Compared with that, and frankly, almost every other miracle in Scripture, changing water into wine seems a bit mundane. But St. John doesn’t call this a miracle; He calls it a “sign.” Signs give us information. Signs point us to something, or in this case someone. Changing water into wine is a sign that shows us who Jesus is, and it shows us what Jesus does. The point here is that Jesus is a real person involved in real problems. And that is anything but mundane.

The problem in Cana today is that the wine has run out; and that is not making for a very good party. The hosts did the best they could, but it wasn’t enough, and things have taken a turn for the worst. The groom will be shamed; the steward may be fired; and it looks as if the bride will be brought to tears.

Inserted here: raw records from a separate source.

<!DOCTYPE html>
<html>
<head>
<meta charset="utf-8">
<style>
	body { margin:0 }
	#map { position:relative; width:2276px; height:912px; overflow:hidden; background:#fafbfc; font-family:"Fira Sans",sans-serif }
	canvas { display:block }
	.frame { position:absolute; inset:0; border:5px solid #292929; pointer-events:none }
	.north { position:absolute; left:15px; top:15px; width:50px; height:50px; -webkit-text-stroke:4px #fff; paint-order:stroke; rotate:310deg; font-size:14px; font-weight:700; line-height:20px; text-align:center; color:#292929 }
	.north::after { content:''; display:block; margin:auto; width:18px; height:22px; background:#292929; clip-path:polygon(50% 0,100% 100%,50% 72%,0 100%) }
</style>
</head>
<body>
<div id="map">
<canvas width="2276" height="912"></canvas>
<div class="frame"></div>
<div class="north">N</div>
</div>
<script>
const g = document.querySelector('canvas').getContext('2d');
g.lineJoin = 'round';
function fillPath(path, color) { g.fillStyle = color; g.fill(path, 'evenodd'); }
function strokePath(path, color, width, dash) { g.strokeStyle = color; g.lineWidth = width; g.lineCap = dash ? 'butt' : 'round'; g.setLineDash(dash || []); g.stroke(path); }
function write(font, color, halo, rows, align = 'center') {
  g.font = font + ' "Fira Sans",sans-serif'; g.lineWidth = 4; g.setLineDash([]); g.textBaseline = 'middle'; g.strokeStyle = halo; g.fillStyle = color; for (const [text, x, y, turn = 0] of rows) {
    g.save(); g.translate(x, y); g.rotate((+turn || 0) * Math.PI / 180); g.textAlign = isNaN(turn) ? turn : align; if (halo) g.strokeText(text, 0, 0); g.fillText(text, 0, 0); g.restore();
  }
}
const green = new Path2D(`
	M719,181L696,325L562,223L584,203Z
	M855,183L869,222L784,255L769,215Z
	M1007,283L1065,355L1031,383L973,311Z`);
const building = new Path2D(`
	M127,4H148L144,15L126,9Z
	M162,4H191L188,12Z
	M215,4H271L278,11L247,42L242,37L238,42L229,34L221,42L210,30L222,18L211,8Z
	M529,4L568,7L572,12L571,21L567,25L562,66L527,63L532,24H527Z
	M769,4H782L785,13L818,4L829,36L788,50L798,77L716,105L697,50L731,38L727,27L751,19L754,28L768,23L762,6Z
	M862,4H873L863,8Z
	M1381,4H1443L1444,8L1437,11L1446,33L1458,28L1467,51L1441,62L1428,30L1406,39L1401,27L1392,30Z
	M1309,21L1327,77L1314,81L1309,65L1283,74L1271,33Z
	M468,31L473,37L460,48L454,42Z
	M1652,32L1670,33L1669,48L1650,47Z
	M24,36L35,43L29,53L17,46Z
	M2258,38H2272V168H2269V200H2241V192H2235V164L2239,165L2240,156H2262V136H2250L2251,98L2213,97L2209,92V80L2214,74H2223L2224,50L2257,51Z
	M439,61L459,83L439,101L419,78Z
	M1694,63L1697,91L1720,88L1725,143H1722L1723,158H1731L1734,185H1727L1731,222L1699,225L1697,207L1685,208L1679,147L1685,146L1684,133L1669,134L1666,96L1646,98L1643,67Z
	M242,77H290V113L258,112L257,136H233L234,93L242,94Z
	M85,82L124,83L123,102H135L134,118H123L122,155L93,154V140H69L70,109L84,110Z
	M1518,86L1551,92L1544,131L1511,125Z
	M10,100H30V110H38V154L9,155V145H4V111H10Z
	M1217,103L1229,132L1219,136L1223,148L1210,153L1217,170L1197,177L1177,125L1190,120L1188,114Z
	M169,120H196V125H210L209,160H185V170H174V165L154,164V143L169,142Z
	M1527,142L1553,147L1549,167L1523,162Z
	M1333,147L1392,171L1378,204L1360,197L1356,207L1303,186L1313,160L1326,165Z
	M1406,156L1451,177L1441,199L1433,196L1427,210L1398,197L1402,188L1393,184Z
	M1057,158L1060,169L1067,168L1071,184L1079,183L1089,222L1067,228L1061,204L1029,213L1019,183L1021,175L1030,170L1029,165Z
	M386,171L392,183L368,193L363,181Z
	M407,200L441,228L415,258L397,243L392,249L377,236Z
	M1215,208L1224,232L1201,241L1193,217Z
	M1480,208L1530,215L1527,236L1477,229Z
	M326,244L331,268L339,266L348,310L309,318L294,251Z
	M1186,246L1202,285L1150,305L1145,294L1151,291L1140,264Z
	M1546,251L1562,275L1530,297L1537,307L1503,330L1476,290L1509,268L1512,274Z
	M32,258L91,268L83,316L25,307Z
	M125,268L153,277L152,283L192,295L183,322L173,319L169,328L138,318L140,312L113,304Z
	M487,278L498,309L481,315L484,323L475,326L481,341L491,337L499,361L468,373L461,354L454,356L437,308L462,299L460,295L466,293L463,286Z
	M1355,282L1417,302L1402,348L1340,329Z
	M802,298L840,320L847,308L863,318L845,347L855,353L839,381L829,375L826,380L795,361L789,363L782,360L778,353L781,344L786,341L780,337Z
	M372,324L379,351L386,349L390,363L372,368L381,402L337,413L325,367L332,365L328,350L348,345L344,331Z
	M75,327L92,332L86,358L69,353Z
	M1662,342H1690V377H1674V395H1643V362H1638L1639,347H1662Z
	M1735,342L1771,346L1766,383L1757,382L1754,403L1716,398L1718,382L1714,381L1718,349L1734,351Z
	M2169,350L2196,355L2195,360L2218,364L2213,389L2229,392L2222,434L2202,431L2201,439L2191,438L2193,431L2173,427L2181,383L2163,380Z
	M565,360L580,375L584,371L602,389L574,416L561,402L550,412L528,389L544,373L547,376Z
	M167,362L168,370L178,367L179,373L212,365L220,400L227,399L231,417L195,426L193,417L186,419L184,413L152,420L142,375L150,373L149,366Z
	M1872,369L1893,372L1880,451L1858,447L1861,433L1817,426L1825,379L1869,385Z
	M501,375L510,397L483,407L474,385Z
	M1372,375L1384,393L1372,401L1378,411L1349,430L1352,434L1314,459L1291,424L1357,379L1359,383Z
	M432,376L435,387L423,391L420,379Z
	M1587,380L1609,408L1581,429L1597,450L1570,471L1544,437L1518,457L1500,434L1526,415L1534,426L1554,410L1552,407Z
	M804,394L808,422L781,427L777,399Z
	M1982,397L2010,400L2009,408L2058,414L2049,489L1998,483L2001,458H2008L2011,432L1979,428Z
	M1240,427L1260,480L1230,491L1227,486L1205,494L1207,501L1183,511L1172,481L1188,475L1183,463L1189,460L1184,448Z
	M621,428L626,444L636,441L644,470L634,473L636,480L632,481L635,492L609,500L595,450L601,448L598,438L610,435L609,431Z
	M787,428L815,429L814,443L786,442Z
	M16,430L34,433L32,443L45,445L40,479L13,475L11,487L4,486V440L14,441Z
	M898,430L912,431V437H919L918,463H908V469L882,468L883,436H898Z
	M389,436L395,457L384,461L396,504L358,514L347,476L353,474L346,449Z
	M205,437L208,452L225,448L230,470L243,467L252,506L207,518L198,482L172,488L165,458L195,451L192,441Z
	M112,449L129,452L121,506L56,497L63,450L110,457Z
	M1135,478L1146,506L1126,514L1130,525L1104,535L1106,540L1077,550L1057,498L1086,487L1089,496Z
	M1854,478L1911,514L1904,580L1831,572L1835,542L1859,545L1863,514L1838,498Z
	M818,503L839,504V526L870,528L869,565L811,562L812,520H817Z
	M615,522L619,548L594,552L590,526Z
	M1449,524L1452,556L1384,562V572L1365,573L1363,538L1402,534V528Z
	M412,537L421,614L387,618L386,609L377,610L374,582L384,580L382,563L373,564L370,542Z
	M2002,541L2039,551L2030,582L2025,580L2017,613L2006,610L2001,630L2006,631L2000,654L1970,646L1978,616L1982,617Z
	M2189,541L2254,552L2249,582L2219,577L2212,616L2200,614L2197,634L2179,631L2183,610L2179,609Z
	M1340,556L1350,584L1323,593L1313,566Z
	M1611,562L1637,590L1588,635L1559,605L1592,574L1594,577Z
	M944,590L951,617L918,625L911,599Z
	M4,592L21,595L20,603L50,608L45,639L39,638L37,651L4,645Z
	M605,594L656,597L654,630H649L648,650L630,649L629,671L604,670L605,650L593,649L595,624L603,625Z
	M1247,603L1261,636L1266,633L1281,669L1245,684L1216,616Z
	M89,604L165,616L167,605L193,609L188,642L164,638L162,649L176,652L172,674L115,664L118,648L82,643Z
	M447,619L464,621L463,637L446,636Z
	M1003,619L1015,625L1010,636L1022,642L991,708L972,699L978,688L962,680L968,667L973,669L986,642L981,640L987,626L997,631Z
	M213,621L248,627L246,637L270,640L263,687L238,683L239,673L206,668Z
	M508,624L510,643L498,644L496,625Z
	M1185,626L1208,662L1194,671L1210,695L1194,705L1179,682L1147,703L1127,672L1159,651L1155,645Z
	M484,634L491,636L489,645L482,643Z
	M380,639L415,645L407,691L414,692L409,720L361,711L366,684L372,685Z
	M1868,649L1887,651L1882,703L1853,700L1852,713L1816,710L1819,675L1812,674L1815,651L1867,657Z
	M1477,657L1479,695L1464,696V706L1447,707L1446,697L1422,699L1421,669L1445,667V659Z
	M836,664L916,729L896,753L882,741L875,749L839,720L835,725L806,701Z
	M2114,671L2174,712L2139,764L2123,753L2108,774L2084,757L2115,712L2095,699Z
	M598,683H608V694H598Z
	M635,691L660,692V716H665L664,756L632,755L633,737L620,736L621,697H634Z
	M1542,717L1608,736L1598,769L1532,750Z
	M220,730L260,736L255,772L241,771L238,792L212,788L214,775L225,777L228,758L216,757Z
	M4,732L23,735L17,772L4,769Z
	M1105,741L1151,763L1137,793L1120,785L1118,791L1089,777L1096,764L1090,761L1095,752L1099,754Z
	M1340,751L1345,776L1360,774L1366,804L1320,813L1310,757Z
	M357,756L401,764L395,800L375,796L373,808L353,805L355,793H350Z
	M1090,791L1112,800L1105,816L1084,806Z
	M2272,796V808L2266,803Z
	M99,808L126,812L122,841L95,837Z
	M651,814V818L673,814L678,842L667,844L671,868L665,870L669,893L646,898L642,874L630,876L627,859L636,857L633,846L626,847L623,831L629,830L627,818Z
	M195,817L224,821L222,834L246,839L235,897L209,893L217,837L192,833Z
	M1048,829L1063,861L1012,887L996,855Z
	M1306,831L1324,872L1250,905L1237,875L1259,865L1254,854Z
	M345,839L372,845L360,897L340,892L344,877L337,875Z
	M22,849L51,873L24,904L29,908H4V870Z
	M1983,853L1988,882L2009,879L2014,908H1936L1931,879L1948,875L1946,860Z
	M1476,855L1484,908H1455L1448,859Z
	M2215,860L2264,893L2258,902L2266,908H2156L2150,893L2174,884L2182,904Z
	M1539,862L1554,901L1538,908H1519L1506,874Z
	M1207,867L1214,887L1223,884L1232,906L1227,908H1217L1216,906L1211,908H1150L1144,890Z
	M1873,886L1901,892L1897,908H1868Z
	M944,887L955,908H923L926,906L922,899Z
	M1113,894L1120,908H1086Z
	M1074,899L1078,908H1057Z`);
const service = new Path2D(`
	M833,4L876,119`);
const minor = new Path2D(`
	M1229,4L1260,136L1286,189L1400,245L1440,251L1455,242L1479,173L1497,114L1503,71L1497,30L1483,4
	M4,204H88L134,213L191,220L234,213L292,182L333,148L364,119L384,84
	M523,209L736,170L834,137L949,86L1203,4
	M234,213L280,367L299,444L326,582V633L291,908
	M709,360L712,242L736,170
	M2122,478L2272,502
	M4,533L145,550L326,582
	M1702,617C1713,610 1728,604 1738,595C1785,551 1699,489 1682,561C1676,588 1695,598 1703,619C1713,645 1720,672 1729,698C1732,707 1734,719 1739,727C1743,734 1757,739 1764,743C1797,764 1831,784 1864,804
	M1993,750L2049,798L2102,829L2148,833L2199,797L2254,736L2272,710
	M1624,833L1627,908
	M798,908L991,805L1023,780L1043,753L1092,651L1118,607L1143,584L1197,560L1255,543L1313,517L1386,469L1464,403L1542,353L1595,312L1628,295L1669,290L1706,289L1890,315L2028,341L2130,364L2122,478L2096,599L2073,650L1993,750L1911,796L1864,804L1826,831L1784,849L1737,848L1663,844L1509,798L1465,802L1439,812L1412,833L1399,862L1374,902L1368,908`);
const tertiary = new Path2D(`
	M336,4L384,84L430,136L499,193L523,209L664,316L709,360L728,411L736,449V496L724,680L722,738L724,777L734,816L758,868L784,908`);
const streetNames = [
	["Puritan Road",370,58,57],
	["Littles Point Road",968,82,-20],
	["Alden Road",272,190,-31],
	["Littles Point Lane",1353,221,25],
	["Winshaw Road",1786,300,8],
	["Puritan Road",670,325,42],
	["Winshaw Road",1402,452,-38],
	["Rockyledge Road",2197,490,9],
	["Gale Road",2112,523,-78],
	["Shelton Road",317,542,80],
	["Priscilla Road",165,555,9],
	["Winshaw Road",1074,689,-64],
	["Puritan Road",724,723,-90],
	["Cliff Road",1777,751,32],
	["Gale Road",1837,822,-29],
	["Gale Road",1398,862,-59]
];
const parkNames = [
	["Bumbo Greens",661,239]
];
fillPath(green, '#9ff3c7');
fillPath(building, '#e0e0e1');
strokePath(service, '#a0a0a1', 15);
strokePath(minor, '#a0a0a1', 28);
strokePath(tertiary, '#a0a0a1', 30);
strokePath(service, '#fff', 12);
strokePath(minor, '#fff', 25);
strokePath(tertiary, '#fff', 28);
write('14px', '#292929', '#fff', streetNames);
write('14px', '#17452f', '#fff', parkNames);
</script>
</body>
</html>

This is what happens when you try to have a party without Jesus. This is what happens when you, in your own life, try to go it alone. Your own resources are not enough. You run out of wine, and pretty soon find yourself drinking the water from the jars that everyone’s been washing their hands in. That does not sound like much of a party. It sounds like a situation in need of a change.

When Jesus shows up, like He did on Christmas, like He does today, He comes to make a change. At Cana he made a dead party a living party. He changed unbelief into belief. He changed sadness to joy. And when the wine ran out, Jesus kept the party going. And thanks be to God, Jesus has come to make some Epiphany changes for us as well.

At one time you were children of wrath. But in your baptism, Jesus has changed you into a Child of God, into His own brothers and sisters. That is a big, beautiful, Gospel change.

On top of that He has enlightened you with His Word. Jesus, you might say, Epiphanies you. He lights you up, and moves you from darkness to light. That is a change.

Nevertheless, we live in a world that continues to press us. So for all of you, the days between Sunday can often be difficult, and straining, and sometimes even tragic. And in the last six months, I know that you as a community have experienced a great deal of loss. So for all of you, Jesus offers you one change more. It is a change that will change you.

When friends die, and community is shattered. When your faith is weak and you can’t even find the words to plead to your Father in Heaven, Jesus steps in and makes a change. He changes bread and wine into Body and Blood – His Body and His Blood, won on the cross. And when you drink from that cup, when you taste the New Wine, Jesus Himself, you will be changed as well.

In His Holy Eucharist, offered here every Lord’s Day, Jesus epiphanies you. He opens your eyes, and strengthens your faith. As He lays Himself on the manger of your tongue, He also puts new words on your lips.

So when you leave this place, each and every week, in your Baptism, in His Word, when you drink from the cup He has given you, you leave speaking a new language. You depart in peace, speaking peace to others. You depart in joy, and sharing that joy with the world. You depart blessed to be a blessing. You depart forgiven, free to forgive those who curse you. You leave here lit up, enlightened, and epiphanied, prepared to go light up a world in darkness.